• Essai de mélange

    J'aime bien mélanger les genres. Et pour mon roman polar, qui pour l'instant ressemble davantage à un roman d'amour et de réflexion, je compte insérer quelques phrases philosophes, un peu sorties de nulle part, j'avoue, mais je pense avoir bien réussi à insérer celles-ci dans mon récit. Bonne lecture ! ;)
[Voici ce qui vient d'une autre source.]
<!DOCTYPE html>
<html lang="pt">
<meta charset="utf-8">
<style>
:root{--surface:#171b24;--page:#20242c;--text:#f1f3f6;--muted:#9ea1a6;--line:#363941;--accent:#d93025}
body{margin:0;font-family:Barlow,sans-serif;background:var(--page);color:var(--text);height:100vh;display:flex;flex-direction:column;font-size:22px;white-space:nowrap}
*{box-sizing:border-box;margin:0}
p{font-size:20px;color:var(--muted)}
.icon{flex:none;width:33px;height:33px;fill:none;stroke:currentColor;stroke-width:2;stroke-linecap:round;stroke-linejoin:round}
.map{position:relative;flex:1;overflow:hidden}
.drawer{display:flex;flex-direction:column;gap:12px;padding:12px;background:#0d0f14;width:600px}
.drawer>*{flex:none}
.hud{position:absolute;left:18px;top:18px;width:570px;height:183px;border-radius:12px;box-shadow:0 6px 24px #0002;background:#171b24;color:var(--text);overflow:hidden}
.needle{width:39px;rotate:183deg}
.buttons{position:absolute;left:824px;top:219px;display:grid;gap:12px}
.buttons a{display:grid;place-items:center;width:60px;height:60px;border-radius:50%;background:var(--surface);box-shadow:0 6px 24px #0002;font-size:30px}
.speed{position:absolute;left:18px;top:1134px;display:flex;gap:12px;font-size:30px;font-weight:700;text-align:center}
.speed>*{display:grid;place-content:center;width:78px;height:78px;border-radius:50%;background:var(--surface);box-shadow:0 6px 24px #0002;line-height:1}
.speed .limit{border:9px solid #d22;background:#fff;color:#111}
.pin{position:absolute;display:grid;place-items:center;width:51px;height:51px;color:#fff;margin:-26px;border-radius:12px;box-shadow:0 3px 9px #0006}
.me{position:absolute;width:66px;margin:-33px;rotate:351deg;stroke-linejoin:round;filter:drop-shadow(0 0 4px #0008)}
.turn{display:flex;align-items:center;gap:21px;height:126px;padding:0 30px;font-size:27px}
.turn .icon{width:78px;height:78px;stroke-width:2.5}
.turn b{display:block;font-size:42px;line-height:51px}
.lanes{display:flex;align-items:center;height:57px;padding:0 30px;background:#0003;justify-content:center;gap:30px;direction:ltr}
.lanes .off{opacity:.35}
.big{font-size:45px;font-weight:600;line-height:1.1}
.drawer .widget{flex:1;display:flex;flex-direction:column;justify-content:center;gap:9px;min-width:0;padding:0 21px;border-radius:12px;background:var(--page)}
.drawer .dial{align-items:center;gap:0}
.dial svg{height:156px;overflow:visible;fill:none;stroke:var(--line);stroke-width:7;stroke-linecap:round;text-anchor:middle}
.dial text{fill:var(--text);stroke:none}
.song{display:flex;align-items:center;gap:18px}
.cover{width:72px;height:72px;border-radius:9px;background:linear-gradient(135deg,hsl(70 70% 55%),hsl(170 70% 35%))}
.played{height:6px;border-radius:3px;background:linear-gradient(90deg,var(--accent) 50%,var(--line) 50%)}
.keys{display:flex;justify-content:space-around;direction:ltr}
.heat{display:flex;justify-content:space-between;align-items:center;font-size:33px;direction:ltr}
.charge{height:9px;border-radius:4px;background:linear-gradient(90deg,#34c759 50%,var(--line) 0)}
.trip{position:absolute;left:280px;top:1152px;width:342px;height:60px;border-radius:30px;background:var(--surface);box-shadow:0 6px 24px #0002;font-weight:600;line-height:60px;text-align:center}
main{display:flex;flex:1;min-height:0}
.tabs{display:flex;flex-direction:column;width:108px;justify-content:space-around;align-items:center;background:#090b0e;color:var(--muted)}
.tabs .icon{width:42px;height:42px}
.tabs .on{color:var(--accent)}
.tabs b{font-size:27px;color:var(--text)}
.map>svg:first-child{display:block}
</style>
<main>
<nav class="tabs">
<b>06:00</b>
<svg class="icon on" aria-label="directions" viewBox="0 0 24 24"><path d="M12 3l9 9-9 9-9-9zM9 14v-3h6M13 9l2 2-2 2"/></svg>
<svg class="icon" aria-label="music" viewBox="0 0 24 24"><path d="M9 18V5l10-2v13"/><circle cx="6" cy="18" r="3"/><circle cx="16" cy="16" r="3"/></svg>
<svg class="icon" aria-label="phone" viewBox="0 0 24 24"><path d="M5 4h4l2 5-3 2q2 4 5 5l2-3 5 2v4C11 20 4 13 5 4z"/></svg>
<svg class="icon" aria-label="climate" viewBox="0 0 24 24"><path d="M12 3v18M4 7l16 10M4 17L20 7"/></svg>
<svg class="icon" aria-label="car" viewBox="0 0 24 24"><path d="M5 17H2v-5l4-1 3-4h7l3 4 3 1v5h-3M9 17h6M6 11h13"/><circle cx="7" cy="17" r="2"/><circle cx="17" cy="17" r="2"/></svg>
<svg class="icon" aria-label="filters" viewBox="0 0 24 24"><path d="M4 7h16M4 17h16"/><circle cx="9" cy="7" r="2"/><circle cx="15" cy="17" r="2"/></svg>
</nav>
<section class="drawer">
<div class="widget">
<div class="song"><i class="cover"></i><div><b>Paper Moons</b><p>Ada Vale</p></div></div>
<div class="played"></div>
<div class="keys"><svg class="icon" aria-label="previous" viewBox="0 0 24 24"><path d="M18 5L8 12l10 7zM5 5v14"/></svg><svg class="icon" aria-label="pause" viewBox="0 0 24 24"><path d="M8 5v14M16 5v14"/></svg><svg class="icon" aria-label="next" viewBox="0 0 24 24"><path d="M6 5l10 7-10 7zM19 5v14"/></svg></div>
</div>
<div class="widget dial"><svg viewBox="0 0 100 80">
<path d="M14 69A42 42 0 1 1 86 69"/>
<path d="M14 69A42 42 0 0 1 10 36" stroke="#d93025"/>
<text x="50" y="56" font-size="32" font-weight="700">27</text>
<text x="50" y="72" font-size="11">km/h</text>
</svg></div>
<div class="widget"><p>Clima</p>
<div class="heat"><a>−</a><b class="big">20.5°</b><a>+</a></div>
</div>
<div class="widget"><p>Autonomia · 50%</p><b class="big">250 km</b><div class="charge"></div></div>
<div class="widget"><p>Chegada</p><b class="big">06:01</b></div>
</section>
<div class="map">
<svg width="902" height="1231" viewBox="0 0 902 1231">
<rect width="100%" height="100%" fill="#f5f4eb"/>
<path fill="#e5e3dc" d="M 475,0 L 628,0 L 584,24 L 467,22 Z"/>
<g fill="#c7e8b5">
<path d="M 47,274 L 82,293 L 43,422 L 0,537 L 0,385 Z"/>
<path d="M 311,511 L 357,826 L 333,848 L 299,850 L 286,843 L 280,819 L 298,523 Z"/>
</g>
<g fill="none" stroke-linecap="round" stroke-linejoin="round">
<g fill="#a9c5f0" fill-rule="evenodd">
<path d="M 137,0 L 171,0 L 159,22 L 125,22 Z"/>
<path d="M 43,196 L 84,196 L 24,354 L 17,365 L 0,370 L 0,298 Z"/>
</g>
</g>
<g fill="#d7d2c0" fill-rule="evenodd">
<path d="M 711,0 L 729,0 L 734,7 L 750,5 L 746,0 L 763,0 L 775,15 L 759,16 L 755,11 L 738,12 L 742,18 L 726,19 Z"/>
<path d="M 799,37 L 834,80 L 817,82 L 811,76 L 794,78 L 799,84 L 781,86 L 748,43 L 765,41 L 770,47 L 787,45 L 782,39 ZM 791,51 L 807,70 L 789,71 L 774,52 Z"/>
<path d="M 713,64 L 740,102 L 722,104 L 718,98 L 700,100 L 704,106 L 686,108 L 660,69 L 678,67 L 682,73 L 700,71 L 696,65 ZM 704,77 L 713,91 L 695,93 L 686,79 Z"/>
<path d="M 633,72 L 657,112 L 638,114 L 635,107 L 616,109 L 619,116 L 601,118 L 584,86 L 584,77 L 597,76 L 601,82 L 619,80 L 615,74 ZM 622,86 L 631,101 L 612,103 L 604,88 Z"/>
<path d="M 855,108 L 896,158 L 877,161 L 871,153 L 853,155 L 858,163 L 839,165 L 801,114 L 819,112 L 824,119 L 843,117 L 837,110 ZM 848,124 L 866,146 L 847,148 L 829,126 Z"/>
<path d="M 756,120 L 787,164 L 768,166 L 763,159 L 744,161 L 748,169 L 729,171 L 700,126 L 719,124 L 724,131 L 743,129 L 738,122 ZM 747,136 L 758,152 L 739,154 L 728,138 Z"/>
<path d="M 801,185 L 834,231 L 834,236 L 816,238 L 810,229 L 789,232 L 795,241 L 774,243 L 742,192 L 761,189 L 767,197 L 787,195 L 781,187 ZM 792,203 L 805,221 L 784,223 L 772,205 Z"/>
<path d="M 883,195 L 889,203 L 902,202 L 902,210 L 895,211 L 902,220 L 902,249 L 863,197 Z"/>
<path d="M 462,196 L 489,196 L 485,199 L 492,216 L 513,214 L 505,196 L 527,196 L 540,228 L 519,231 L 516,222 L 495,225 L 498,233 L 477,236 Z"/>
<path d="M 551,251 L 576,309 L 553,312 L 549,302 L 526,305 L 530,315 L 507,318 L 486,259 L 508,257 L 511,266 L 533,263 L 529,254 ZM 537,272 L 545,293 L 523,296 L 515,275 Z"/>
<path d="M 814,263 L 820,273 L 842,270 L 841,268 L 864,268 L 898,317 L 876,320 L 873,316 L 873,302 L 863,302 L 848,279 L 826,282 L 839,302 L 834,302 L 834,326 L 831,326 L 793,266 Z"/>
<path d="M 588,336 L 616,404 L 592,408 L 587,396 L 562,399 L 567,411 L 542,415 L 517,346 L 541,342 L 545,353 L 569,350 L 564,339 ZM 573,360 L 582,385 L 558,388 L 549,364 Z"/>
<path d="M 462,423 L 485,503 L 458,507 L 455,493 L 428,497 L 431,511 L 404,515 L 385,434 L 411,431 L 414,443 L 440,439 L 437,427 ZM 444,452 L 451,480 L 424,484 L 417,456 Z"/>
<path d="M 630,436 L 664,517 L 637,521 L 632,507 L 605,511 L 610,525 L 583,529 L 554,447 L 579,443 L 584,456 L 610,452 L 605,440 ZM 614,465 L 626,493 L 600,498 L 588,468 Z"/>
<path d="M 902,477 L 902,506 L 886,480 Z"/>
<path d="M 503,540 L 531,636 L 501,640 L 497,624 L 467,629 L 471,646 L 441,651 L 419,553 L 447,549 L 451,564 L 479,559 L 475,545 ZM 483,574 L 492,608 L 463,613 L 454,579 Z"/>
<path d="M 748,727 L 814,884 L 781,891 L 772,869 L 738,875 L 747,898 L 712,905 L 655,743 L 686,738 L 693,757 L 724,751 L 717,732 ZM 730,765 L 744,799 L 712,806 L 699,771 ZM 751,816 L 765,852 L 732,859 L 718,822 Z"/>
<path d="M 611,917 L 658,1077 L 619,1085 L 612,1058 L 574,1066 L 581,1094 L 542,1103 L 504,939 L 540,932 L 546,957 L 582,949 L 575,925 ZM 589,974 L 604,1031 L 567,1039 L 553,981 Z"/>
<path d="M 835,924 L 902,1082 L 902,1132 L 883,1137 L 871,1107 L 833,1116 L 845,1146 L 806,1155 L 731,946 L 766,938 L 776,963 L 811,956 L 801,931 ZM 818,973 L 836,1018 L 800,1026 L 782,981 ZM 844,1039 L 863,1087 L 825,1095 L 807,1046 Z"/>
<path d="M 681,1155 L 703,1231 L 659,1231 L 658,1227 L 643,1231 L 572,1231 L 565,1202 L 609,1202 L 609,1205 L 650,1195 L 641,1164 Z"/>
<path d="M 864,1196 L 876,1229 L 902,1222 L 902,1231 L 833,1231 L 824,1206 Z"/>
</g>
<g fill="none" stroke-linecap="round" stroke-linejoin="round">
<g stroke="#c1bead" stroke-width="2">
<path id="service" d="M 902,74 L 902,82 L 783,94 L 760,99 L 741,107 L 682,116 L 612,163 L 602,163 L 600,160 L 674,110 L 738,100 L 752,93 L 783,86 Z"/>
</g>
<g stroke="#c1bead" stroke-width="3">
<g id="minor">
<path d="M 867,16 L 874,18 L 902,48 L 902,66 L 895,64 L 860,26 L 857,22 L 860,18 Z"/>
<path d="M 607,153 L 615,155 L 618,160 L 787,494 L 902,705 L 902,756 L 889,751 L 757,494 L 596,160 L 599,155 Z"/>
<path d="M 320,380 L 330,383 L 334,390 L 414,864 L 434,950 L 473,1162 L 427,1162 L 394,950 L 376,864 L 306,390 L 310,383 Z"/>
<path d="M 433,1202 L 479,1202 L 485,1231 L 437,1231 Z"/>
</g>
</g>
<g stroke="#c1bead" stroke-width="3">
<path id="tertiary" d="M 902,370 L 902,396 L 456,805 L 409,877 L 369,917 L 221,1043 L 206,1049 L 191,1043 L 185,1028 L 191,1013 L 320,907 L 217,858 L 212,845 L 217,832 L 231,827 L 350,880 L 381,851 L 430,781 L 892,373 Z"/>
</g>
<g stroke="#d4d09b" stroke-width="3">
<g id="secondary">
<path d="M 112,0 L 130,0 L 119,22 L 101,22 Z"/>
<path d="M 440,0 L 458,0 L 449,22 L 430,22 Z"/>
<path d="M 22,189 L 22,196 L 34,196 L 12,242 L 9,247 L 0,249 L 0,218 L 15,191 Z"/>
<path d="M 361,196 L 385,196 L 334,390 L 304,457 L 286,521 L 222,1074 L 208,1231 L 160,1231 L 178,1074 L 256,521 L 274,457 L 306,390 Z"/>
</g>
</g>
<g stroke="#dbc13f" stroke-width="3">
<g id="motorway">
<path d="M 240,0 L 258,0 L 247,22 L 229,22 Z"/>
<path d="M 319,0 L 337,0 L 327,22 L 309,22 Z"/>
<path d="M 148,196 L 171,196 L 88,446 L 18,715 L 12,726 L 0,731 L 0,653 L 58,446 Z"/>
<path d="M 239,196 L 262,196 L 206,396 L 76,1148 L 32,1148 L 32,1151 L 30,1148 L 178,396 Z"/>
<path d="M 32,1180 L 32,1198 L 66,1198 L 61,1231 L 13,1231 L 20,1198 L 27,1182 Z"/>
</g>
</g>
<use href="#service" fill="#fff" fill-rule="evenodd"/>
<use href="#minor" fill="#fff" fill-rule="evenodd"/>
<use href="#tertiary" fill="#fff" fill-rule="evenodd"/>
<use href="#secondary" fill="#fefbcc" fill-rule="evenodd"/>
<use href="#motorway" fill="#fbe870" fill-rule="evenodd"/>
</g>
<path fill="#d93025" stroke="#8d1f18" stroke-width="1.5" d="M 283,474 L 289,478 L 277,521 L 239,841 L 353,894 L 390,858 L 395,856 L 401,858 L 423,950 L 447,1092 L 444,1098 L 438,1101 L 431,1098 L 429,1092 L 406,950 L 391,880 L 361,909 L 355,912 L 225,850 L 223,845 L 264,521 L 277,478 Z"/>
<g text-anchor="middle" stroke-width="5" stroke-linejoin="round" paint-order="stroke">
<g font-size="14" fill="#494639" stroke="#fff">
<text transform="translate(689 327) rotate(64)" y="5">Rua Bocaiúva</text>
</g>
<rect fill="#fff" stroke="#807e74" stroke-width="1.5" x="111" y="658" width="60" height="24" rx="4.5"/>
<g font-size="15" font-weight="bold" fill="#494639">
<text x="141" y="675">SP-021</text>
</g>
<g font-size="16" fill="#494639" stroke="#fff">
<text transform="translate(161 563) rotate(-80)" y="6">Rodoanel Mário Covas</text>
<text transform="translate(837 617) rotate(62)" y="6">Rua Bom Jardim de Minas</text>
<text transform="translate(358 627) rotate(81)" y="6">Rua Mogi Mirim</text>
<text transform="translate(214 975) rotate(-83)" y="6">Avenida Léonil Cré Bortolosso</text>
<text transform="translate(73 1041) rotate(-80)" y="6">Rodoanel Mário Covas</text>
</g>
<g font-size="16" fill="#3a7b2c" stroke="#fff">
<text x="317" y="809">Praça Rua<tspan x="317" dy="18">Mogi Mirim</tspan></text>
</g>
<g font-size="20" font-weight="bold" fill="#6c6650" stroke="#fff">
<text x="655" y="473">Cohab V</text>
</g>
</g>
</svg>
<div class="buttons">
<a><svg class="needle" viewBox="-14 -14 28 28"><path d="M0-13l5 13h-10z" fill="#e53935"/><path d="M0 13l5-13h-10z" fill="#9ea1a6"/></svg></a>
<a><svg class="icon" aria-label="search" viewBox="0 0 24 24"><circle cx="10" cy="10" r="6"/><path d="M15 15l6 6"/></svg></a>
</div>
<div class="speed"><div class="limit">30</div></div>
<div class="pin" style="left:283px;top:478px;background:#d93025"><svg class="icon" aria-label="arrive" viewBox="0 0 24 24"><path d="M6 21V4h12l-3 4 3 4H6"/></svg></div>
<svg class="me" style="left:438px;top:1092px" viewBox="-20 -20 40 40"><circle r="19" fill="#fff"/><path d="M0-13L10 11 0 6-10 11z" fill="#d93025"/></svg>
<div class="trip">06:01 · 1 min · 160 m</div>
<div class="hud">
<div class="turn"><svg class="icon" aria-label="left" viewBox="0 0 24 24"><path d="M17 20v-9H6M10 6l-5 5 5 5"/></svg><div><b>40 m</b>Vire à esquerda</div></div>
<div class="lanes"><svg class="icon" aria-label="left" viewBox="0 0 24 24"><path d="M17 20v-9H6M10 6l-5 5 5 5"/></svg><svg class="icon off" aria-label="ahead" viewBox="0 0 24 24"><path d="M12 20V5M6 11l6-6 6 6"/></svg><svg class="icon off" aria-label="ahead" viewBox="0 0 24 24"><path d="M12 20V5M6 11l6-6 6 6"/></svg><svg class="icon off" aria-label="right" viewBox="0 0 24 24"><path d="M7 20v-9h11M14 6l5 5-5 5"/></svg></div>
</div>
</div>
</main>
    Alice jeta son carnet contre le mur. Elle n’y parvenait pas. À chaque fois qu’elle sentait venir le pétillement qui anime un bon roman, il s’affaissait aussitôt. Autour d’elle, depuis deux semaines, jonchaient des journaux éventrés, des mouchoirs sales et des brouillons innombrables. Le désordre de son local la déprimait. Il lui plombait le moral; elle se voyait sale et négligée, comme un cliché d’écrivain, une cigarette au bec et couverte de sueur collante. Mais elle n’avait pas la force de ranger. Son crayon valsait de page en page, ne s’arrêtait jamais. Il se déformait sous ses yeux fous, et se tortillait comme une anguille sur les feuilles qu’elle noircissait par dizaines.
    Le seul endroit à peu près ordonné de son petit local était le grand tableau qu’elle avait dressé contre le mur ouest. Il faisait bien quatre mètres de haut par deux mètres de large, et contenait sous forme de frise chronologique toutes les étapes de la vie d’Herculeus Jones. Alice la connaissait par coeur, dans les moindres détails, mais ce tableau la rassurait : son projet était concret, et il naîtrait un jour sous forme de la biographie la plus fidèle de Jones.
    En fait, pas exactement comme une biographie : plutôt comme un récit romancé retraçant la vie de son héros. Elle souhaitait y ajouter sa pâte, son grain de sel et sa vision des choses. Comme tout écrivain qui se respecte, Alice souhaitait affirmer son amour pour Jones et l’opinion que cet amour lui donnait.
    Elle n’avait pas dormi depuis une semaine et se sentait vaciller à chaque instant. Elle avait perdu quelques kilos à ne manger que des pâtes, qu’elle cuisait à la va-vite lorsque la faim devenait insupportable. Elle attendait l’affamement total pour enfin récompenser son estomac. Non comme une sorte de carotte devant l’âne qui l’attendait au bout de son roman, mais comme une motivation supplémentaire : Alice se souvenait très bien du jour où, interviewé à la TV, Herculeus Jones avait parlé de sa fugue et de ses conséquences. Alice se souvenait de chacun de ses mots, et il résonnaient en elle chaque fois qu’elle empoignait son stylo.
    « C’est à jeun que l’on a l’esprit le plus lucide avait-il dit. Lorsque je suis à jeun et que je touche à ma guitare, tout déferle d’un coup. J’ai l’impression d’être un dieu avec cet instrument dans les mains. Je me sens vraiment vivant. C’est pourquoi je joue principalement entre midi et treize heures, sans rien avoir mangé avant. Si vous êtes gourmand et souvent dans l’état euphorique d’un estomac repu, vous ne pouvez pas réellement vous concentrer. Réellement être à fond dans votre art. L’art a besoin de piment, de petites souffrances et d’évènements inhabituels. »
    Alice suivait ces conseils et poussait même le jeun sur une journée entière. Chaque fois que son estomac se contractait et réclamait sa pitance, elle l’ignorait en pensant : « C’est à jeun que je suis le plus lucide. » Et continuait son roman avec frénésie. Or la lucidité n’était pas une des qualités d’Alice. La véritable lucidité est de savoir penser par soi-même, sans suivre aveuglément les conseils et les dires de quelqu’un.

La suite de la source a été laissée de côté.